To do:
Copy out exactly the lines that begin with the one containing "Detect all labels, symbols" and continue until the last line of the material.

START Dataset excerpts

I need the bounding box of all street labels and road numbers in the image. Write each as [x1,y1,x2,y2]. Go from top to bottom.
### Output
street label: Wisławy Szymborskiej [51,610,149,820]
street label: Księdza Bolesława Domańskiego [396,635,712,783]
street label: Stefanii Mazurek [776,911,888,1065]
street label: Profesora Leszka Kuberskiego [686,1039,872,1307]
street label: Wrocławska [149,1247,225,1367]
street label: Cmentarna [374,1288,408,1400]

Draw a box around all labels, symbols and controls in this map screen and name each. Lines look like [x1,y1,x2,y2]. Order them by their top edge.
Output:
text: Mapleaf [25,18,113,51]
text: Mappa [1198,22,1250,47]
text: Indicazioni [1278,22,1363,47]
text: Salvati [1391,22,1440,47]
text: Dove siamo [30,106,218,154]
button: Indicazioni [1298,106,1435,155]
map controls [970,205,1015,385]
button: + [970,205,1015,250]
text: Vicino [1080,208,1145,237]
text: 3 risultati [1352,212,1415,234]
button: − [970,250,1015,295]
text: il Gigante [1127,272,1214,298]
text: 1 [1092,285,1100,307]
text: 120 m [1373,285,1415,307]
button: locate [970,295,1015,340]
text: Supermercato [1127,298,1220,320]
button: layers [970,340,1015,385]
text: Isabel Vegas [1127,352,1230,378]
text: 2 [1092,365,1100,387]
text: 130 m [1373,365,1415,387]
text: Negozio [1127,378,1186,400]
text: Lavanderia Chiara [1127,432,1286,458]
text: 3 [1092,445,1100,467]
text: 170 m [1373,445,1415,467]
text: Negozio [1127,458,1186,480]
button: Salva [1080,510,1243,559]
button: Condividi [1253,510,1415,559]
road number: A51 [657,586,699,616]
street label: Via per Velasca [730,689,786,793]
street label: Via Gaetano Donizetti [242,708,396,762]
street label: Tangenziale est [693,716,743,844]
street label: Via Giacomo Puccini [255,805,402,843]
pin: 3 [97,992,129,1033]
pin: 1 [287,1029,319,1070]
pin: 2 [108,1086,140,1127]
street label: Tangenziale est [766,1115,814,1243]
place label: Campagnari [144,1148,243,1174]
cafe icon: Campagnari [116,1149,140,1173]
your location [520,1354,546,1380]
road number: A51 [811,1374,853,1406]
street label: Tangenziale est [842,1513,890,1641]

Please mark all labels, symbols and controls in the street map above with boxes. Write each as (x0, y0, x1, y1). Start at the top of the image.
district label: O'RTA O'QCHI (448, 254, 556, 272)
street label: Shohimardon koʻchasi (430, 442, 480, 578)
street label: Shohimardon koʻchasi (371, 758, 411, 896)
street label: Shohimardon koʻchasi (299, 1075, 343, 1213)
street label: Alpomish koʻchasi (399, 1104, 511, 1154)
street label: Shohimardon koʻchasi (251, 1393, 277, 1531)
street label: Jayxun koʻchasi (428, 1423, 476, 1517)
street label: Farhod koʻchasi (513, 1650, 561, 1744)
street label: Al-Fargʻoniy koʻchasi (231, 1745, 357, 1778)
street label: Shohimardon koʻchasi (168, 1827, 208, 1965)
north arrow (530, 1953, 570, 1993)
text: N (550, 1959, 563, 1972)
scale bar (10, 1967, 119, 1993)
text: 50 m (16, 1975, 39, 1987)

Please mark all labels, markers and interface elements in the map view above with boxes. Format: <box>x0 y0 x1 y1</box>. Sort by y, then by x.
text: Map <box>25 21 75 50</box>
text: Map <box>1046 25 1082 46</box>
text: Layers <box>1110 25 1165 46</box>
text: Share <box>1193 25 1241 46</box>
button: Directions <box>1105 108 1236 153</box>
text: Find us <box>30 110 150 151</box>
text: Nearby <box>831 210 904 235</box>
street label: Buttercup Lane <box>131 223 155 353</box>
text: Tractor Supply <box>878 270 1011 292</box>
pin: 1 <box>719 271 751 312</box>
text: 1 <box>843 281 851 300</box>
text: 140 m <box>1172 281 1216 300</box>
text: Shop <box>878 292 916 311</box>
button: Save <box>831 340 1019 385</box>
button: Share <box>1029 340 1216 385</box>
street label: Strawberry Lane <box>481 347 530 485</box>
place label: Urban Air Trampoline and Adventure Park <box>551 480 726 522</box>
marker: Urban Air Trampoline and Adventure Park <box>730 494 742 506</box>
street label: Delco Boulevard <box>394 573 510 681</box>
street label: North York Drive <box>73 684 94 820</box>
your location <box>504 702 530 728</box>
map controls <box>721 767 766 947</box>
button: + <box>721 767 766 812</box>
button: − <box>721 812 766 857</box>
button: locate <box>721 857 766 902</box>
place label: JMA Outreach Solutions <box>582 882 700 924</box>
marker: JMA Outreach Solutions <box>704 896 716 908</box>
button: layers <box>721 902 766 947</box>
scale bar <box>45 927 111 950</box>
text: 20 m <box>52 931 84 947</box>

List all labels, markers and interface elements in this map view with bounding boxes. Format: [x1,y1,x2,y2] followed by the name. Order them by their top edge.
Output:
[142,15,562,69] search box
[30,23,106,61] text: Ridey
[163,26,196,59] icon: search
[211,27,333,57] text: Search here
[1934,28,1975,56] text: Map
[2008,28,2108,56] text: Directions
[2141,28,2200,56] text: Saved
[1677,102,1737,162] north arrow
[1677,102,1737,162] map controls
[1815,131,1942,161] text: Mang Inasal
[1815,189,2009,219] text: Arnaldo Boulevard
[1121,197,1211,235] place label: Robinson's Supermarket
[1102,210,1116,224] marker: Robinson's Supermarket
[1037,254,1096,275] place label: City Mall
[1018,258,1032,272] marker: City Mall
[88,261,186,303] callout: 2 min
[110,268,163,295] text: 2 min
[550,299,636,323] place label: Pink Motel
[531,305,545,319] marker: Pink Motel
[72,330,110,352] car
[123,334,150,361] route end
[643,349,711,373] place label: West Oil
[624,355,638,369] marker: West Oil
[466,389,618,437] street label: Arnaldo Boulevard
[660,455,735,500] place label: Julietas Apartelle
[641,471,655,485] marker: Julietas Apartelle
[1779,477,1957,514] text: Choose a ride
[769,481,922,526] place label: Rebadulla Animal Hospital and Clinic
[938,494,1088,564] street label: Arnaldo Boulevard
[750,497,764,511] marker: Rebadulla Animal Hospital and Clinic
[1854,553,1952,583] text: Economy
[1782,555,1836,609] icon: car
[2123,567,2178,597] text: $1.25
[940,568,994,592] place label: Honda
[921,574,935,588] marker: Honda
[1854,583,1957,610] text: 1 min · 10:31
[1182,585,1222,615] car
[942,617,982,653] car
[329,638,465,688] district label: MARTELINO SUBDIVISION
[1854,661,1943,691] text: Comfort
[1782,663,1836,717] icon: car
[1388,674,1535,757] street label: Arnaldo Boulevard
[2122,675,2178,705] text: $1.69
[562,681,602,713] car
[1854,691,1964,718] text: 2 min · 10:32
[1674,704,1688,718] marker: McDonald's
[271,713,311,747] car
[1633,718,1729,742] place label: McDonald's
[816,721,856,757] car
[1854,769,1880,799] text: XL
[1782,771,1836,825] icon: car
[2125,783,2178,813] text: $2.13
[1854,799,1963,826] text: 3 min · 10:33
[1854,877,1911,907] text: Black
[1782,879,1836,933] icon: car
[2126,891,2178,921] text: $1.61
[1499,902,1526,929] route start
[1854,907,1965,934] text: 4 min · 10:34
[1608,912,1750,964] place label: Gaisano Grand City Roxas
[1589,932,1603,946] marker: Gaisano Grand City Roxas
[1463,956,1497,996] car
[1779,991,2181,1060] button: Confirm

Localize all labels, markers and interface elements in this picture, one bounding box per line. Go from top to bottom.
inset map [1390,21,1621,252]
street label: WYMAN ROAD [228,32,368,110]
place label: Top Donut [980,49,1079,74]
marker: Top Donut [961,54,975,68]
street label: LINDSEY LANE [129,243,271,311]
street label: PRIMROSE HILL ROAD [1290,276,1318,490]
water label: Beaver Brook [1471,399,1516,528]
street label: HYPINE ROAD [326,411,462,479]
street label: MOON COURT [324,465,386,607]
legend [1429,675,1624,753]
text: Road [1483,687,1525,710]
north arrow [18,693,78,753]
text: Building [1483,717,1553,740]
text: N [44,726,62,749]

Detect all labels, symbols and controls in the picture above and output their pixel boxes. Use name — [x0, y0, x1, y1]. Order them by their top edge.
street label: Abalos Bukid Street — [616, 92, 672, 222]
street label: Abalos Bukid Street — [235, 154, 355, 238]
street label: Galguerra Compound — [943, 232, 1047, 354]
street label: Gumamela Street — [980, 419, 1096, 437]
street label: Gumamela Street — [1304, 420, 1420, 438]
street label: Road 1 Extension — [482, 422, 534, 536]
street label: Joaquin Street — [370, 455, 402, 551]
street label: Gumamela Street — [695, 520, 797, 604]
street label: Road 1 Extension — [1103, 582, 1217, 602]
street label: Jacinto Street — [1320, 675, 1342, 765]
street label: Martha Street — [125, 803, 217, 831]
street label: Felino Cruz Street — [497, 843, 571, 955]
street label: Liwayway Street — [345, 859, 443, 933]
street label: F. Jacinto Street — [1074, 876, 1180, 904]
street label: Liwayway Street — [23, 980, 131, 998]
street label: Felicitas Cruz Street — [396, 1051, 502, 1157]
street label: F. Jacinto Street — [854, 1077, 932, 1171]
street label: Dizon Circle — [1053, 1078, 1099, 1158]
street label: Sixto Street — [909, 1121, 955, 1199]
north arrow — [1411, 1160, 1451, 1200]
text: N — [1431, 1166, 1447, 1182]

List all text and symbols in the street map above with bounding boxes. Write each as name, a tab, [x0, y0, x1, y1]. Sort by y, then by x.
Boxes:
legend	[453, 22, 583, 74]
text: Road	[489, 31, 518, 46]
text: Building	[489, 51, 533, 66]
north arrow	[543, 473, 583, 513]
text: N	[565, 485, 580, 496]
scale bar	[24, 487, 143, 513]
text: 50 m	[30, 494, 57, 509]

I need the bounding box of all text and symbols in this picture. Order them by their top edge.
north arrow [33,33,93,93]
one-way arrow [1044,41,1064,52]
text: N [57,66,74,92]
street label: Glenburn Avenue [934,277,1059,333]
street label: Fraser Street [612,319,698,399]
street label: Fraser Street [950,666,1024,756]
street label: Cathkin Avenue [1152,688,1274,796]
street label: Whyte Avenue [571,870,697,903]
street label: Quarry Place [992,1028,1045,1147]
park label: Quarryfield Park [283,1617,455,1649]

END Dataset excerpts

Output of the exercise:
Detect all labels, symbols and controls in the picture above and output their pixel boxes. Use name — [x0, y0, x1, y1]. Order them by their top edge.
street label: Abalos Bukid Street — [616, 92, 672, 222]
street label: Abalos Bukid Street — [235, 154, 355, 238]
street label: Galguerra Compound — [943, 232, 1047, 354]
street label: Gumamela Street — [980, 419, 1096, 437]
street label: Gumamela Street — [1304, 420, 1420, 438]
street label: Road 1 Extension — [482, 422, 534, 536]
street label: Joaquin Street — [370, 455, 402, 551]
street label: Gumamela Street — [695, 520, 797, 604]
street label: Road 1 Extension — [1103, 582, 1217, 602]
street label: Jacinto Street — [1320, 675, 1342, 765]
street label: Martha Street — [125, 803, 217, 831]
street label: Felino Cruz Street — [497, 843, 571, 955]
street label: Liwayway Street — [345, 859, 443, 933]
street label: F. Jacinto Street — [1074, 876, 1180, 904]
street label: Liwayway Street — [23, 980, 131, 998]
street label: Felicitas Cruz Street — [396, 1051, 502, 1157]
street label: F. Jacinto Street — [854, 1077, 932, 1171]
street label: Dizon Circle — [1053, 1078, 1099, 1158]
street label: Sixto Street — [909, 1121, 955, 1199]
north arrow — [1411, 1160, 1451, 1200]
text: N — [1431, 1166, 1447, 1182]

List all text and symbols in the street map above with bounding boxes. Write each as name, a tab, [x0, y0, x1, y1]. Sort by y, then by x.
Boxes:
legend	[453, 22, 583, 74]
text: Road	[489, 31, 518, 46]
text: Building	[489, 51, 533, 66]
north arrow	[543, 473, 583, 513]
text: N	[565, 485, 580, 496]
scale bar	[24, 487, 143, 513]
text: 50 m	[30, 494, 57, 509]

I need the bounding box of all text and symbols in this picture. Order them by their top edge.
north arrow [33,33,93,93]
one-way arrow [1044,41,1064,52]
text: N [57,66,74,92]
street label: Glenburn Avenue [934,277,1059,333]
street label: Fraser Street [612,319,698,399]
street label: Fraser Street [950,666,1024,756]
street label: Cathkin Avenue [1152,688,1274,796]
street label: Whyte Avenue [571,870,697,903]
street label: Quarry Place [992,1028,1045,1147]
park label: Quarryfield Park [283,1617,455,1649]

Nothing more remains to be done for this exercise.